The U.S. Securities and Exchange Commission will examine, according to Bloomberg News, the exposure of stock exchanges, brokerages and also other Wall Street firms to cyber-attacks that have been called a threat to financial stability. A cyber-attack is any type of offensive maneuver employed by individuals or whole organizations that targets computer information systems, infrastructures, computer networks, and/or personal computer devices by various means of malicious acts. Cyber-attacks can range from installing spyware on a PC to attempts to destroy the infrastructure of entire nations.

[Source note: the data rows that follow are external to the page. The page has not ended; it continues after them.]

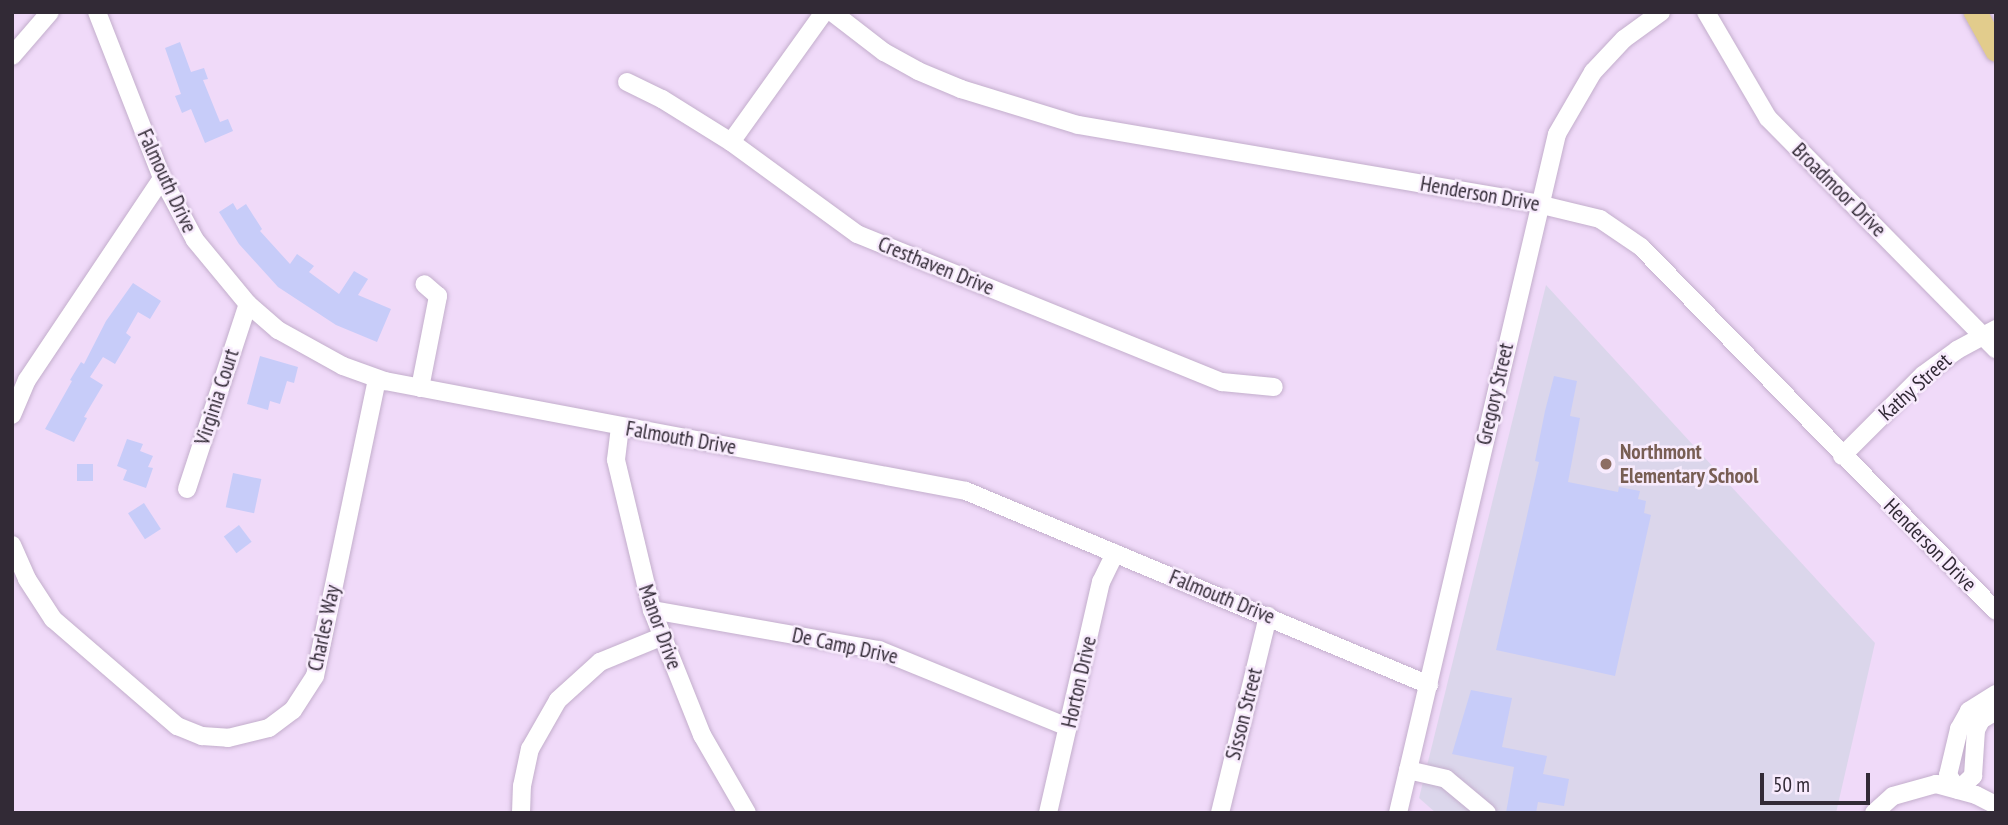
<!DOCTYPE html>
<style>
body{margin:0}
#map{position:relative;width:2008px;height:825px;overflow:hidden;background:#f0daf9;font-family:"PT Sans Narrow",sans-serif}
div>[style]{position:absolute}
.education>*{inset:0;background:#dbd6eb}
.building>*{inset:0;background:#c7ccf9;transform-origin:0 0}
.roads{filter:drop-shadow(0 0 2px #c3aecc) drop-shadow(0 0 2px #c3aecc)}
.minor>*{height:18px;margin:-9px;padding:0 9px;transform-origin:9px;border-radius:9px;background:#fff}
.major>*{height:23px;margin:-11.5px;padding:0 11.5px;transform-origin:11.5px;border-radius:11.5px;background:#e2cc8c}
.dots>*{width:19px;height:19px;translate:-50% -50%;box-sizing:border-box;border:4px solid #f8ebfd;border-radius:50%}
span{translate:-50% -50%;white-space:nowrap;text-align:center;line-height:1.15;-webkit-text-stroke:5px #f8ebfd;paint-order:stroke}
.street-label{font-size:21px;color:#322a36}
.education-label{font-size:21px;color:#785e54;font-weight:700}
.left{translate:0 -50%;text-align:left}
.frame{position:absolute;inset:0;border:14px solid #322a36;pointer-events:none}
.scale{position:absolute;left:1760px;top:773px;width:110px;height:32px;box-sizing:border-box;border:4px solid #322a36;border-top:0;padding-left:9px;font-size:21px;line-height:24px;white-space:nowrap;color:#322a36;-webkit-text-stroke:5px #f8ebfd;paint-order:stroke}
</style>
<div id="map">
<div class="education">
<i style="clip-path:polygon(1546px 285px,1875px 643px,1836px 813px,1436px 813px,1419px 798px)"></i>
</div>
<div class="building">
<i style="clip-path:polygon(180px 42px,191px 72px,204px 68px,208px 79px,203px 80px,220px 122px,228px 119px,233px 131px,205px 143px,191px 109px,182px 113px,175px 96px,181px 94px,165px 48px)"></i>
<i style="clip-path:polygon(233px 203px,237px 210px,246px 204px,262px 229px,260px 231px,290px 264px,297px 254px,314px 266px,309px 272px,339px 294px,354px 271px,368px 279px,358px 295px,391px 309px,377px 342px,336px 325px,278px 287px,239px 244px,219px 212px)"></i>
<i style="clip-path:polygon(133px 283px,161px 301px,150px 319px,138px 312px,126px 333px,131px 337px,115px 364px,103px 357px,90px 377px,103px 385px,84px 417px,87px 418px,74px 442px,45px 429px,72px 381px,70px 380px,81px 362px,84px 364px,106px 321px)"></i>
<i style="clip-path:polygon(260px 356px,298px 367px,294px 383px,287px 381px,280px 404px,270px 401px,268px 410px,247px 404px)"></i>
<i style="clip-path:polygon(1554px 376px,1577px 381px,1570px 416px,1580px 418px,1568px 482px,1618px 492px,1619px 487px,1640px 491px,1638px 499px,1646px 501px,1644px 513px,1651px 515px,1615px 676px,1496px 650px,1522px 538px,1539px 462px,1535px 461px,1545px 411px)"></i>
<i style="clip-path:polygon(127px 439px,143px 444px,140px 451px,153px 456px,148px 467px,153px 468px,146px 488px,123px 480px,127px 470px,117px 466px)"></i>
<i style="left:77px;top:464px;width:16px;height:17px"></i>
<i style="left:233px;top:473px;width:29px;height:35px;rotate:12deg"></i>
<i style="left:144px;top:503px;width:31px;height:19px;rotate:57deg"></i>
<i style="left:239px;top:525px;width:21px;height:19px;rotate:53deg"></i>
<i style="clip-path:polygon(1471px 690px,1512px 698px,1502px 747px,1547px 756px,1543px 774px,1569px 779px,1564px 806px,1538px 802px,1536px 813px,1506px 813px,1514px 767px,1452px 754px)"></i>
</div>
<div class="roads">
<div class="minor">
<i style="left:97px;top:12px;width:178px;rotate:68.6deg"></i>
<i style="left:162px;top:178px;width:70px;rotate:62deg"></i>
<i style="left:195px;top:240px;width:83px;rotate:50.4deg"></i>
<i style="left:248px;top:304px;width:40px;rotate:41deg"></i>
<i style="left:278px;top:330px;width:74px;rotate:29deg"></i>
<i style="left:343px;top:366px;width:45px;rotate:19.7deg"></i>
<i style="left:385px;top:381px;width:591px;rotate:10.72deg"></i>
<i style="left:966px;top:491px;width:502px;rotate:22.73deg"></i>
<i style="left:832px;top:12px;width:66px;rotate:37.6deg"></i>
<i style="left:884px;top:52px;width:39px;rotate:29deg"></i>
<i style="left:918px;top:71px;width:47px;rotate:22.7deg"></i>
<i style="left:961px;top:89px;width:122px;rotate:17.1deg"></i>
<i style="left:1078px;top:125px;width:467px;rotate:9.7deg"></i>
<i style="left:1538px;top:204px;width:64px;rotate:13.6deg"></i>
<i style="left:1600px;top:219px;width:50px;rotate:34.3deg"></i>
<i style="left:1641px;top:247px;width:508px;rotate:45.72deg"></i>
<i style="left:1706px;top:12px;width:123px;rotate:59.7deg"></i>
<i style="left:1768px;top:118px;width:325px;rotate:45.4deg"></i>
<i style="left:12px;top:56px;width:58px;rotate:-49.2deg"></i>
<i style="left:627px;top:82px;width:39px;rotate:26deg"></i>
<i style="left:662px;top:99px;width:81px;rotate:31.9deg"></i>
<i style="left:731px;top:142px;width:156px;rotate:36.1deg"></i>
<i style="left:857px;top:234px;width:394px;rotate:22.1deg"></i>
<i style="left:1222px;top:382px;width:52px;rotate:5.5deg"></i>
<i style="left:731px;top:142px;width:160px;rotate:-54.4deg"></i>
<i style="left:420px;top:388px;width:94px;rotate:-78.9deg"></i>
<i style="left:438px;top:296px;width:18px;rotate:-139deg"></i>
<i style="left:12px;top:415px;width:38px;rotate:-67deg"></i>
<i style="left:27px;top:380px;width:243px;rotate:-56.2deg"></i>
<i style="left:620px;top:427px;width:33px;rotate:97deg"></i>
<i style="left:616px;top:460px;width:154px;rotate:76.5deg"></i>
<i style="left:652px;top:610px;width:135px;rotate:68.2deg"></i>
<i style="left:702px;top:735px;width:90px;rotate:60deg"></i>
<i style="left:1842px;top:456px;width:115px;rotate:-45deg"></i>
<i style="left:1923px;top:375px;width:42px;rotate:-36.3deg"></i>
<i style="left:1957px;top:350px;width:44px;rotate:-28.3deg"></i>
<i style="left:187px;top:489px;width:195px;rotate:-71.8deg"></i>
<i style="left:12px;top:545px;width:37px;rotate:66deg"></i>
<i style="left:27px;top:579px;width:48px;rotate:57deg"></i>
<i style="left:53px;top:619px;width:164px;rotate:40.8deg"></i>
<i style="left:177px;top:726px;width:27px;rotate:22deg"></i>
<i style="left:202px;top:736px;width:26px;rotate:4deg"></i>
<i style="left:228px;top:738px;width:42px;rotate:-13.7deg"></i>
<i style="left:269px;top:728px;width:30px;rotate:-37deg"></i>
<i style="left:293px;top:710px;width:40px;rotate:-57.1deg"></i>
<i style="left:315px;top:676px;width:302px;rotate:-78.2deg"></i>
<i style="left:652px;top:610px;width:230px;rotate:10deg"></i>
<i style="left:879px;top:650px;width:204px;rotate:22.2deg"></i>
<i style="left:1996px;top:694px;width:32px;rotate:148deg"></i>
<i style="left:1969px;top:711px;width:21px;rotate:119deg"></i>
<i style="left:1959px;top:729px;width:47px;rotate:103.4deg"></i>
<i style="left:1948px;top:775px;width:18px;rotate:56deg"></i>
<i style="left:1958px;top:790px;width:21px;rotate:-43deg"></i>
<i style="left:1973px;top:776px;width:46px;rotate:-86.3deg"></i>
<i style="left:1976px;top:730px;width:11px;rotate:-63deg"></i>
<i style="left:1981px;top:720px;width:17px;rotate:-31deg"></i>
<i style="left:1408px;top:770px;width:39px;rotate:13deg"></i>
<i style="left:1446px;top:779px;width:53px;rotate:39.7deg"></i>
<i style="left:521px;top:813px;width:27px;rotate:-88deg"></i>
<i style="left:522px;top:786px;width:38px;rotate:-78deg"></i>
<i style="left:530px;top:749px;width:56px;rotate:-60.3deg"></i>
<i style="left:558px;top:700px;width:57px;rotate:-42.1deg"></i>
<i style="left:600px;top:662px;width:66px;rotate:-22.3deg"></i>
<i style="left:1048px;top:813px;width:237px;rotate:-77.1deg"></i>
<i style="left:1101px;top:582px;width:32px;rotate:-64deg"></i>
<i style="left:1220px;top:813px;width:203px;rotate:-76.3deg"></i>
<i style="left:1398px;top:813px;width:697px;rotate:-76.82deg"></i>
<i style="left:1557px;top:134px;width:72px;rotate:-59.9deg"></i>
<i style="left:1593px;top:72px;width:45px;rotate:-46.8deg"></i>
<i style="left:1624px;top:39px;width:46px;rotate:-36.1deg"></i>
<i style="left:1874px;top:813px;width:25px;rotate:-42deg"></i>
<i style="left:1893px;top:796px;width:45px;rotate:-15.6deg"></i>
<i style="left:1936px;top:784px;width:41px;rotate:15.4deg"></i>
<i style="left:1976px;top:795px;width:22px;rotate:27deg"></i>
</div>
<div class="major">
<i style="left:1975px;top:12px;width:43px;rotate:61.1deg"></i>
</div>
</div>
<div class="dots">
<i style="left:1606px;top:464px;background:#8d6e63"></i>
</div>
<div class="street-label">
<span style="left:167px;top:181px;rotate:65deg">Falmouth Drive</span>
<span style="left:1839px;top:190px;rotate:45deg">Broadmoor Drive</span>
<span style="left:1480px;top:194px;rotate:10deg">Henderson Drive</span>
<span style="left:936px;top:266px;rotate:22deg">Cresthaven Drive</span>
<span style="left:1915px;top:387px;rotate:-42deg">Kathy Street</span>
<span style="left:1495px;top:394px;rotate:-77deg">Gregory Street</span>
<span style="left:217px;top:397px;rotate:-72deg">Virginia Court</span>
<span style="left:681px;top:438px;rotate:10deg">Falmouth Drive</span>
<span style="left:1930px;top:545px;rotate:45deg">Henderson Drive</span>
<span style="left:1222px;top:597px;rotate:22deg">Falmouth Drive</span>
<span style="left:660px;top:627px;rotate:70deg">Manor Drive</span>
<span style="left:324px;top:628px;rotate:-78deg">Charles Way</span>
<span style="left:845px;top:646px;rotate:12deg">De Camp Drive</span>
<span style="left:1079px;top:682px;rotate:-77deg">Horton Drive</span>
<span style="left:1244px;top:714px;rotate:-76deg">Sisson Street</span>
</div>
<div class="education-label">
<span class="left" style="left:1620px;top:464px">Northmont<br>Elementary School</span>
</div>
<div class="frame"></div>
<div class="scale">50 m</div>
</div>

In a global survey in 2012, more than half of the exchanges had reported that they experienced a cyber-attack, while 67 percent of U.S. exchanges said a hacker attempted to penetrate their systems. Companies are not required by the SEC to disclose all cyber-attacks that they suffer. A partner at Ropes & Gray LLP, Douglas H. Meal, stated that companies have a “tremendous disincentive” to reveal attacks because of the litigation they may face as a result. U.S. Securities and Exchange Commission Chair, Mary Jo White said that “Cyberthreats are of extraordinary and long-term seriousness,” according to Bloomberg News White has reported that, “The public and private sectors must be riveted in lockstep in addressing these threats.”

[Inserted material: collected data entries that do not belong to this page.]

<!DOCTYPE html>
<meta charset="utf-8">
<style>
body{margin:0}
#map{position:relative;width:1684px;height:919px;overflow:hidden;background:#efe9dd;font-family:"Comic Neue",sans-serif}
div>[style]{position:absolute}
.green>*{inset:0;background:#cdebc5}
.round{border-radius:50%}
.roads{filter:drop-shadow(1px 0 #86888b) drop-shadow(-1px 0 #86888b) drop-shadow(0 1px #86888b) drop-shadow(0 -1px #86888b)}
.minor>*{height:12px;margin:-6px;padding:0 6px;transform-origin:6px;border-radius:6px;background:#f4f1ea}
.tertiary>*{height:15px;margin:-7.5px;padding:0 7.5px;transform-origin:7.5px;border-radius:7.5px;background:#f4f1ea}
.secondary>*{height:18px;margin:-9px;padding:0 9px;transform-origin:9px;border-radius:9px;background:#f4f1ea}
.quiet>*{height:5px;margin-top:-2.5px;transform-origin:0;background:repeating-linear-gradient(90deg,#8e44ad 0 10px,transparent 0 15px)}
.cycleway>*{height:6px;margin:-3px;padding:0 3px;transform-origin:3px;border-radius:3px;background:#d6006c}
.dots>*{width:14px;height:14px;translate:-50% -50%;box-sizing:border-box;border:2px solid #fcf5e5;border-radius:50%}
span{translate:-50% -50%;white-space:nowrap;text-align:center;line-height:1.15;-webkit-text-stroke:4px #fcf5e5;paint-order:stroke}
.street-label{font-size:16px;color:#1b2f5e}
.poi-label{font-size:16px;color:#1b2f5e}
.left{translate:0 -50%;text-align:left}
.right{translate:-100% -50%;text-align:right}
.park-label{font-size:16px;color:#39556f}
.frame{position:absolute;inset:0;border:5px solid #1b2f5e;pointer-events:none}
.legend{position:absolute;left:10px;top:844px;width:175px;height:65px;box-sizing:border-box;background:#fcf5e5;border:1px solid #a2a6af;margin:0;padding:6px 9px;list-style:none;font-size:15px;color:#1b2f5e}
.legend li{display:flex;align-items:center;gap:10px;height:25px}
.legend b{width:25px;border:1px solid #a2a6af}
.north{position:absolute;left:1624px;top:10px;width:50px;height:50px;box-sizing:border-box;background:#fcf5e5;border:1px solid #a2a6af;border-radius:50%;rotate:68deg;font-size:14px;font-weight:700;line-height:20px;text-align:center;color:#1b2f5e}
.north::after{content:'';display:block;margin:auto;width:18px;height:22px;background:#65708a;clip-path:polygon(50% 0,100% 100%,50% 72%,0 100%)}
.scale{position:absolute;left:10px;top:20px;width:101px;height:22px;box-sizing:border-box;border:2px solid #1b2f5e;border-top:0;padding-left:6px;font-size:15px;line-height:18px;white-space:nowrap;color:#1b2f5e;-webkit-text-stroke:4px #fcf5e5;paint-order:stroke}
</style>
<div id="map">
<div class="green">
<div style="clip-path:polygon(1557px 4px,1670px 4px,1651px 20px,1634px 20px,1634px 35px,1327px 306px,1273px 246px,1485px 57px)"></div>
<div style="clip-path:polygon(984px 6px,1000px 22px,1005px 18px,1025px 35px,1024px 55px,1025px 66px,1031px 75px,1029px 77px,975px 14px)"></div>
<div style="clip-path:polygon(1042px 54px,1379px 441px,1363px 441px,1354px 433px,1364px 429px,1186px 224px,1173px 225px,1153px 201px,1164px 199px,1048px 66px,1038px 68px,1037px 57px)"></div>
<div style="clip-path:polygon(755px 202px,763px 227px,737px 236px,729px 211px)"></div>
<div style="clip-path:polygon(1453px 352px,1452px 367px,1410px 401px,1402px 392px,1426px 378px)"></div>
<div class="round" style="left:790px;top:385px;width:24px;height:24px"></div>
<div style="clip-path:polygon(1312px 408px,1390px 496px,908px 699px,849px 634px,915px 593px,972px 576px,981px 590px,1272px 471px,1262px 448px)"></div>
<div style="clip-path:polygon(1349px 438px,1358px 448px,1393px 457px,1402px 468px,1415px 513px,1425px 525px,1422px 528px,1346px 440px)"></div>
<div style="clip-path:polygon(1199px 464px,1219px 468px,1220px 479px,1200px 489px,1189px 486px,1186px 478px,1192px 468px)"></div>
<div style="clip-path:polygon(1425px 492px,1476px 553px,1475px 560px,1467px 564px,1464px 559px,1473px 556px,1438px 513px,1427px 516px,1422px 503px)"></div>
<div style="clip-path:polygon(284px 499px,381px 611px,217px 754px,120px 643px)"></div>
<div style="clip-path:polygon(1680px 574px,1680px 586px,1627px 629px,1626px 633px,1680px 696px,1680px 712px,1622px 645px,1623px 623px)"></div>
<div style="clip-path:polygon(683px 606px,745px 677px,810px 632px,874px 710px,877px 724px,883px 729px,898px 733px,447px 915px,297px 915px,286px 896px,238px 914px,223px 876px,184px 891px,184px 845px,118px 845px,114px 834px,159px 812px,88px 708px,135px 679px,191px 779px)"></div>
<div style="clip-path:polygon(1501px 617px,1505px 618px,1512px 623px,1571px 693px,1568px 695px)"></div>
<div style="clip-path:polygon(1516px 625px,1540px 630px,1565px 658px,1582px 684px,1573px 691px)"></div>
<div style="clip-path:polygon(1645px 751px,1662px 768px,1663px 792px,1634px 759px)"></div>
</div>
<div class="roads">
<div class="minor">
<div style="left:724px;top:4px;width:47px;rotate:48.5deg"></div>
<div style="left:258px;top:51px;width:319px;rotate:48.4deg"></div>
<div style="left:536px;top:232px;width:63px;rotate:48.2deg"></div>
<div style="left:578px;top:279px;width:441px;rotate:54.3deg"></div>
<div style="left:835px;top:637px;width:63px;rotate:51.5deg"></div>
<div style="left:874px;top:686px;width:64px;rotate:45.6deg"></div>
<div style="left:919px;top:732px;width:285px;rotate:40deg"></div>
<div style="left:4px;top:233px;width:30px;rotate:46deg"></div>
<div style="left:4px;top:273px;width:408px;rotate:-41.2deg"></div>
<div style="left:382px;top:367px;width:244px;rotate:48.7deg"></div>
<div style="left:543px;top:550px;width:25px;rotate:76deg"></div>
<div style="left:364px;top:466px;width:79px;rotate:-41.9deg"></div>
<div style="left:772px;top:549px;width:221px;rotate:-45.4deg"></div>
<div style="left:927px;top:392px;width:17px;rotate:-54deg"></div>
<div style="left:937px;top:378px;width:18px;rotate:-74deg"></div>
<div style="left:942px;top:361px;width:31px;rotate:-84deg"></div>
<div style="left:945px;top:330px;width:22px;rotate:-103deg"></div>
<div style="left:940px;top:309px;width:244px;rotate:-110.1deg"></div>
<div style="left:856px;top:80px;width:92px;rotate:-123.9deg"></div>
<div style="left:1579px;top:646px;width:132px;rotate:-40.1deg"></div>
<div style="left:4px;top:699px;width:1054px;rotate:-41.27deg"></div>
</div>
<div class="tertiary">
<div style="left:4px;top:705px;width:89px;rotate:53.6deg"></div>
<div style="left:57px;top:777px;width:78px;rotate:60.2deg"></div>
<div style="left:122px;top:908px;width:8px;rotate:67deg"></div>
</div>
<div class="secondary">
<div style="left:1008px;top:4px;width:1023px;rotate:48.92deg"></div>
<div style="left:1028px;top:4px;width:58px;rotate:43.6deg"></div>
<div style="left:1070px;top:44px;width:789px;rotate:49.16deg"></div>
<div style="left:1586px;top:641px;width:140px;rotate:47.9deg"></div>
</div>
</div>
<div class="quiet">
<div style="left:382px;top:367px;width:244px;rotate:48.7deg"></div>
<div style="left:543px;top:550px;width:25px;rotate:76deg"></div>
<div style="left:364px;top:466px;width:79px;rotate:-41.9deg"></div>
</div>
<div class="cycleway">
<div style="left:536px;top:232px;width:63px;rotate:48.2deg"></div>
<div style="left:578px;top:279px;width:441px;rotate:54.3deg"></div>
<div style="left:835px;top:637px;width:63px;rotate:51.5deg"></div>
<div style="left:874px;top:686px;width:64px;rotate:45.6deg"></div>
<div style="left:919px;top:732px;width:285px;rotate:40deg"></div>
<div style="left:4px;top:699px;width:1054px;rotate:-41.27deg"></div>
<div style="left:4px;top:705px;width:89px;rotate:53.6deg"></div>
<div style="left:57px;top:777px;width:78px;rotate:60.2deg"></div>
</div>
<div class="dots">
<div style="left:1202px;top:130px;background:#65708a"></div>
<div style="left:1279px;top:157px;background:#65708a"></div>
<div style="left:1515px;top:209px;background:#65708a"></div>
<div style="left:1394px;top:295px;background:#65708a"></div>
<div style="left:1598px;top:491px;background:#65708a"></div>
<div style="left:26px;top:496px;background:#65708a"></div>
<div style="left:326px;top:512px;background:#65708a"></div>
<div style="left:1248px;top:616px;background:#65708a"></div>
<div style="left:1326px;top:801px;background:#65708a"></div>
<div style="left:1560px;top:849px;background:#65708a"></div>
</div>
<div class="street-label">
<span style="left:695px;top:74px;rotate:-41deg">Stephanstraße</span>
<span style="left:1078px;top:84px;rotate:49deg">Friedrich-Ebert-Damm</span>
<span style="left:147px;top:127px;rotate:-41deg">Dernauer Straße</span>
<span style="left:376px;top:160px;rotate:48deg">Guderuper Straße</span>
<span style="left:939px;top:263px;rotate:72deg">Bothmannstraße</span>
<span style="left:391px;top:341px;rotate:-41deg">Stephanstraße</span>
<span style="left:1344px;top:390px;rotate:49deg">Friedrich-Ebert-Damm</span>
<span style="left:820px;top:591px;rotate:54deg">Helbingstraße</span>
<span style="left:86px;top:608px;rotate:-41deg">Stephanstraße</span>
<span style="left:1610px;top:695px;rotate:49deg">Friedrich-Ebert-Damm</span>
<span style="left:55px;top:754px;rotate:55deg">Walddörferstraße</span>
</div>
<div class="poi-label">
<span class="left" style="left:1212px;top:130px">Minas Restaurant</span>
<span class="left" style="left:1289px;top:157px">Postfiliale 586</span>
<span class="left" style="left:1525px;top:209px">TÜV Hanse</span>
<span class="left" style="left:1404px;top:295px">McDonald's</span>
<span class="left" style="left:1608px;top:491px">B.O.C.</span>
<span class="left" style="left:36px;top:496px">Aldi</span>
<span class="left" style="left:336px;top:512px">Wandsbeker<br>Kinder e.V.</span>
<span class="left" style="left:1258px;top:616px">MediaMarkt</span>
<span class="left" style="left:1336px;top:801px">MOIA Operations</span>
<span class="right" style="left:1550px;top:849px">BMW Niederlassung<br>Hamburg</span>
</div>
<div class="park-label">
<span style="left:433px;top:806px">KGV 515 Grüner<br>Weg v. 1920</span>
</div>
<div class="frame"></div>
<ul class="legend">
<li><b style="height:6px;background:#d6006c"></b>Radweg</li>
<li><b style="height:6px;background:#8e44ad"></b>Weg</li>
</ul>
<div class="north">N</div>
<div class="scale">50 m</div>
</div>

SEC Commissioner Luis A. Aguilar has called for the agency to establish a cybersecurity task force. The SEC also will probe how public companies are disclosing cyber threats in filings provided to investors. Bloomberg has reported that according to a study by the Ponemon Institute, a research and consulting firm, that criminal hacking cost financial services companies, on average, about $18.8 million in 2013.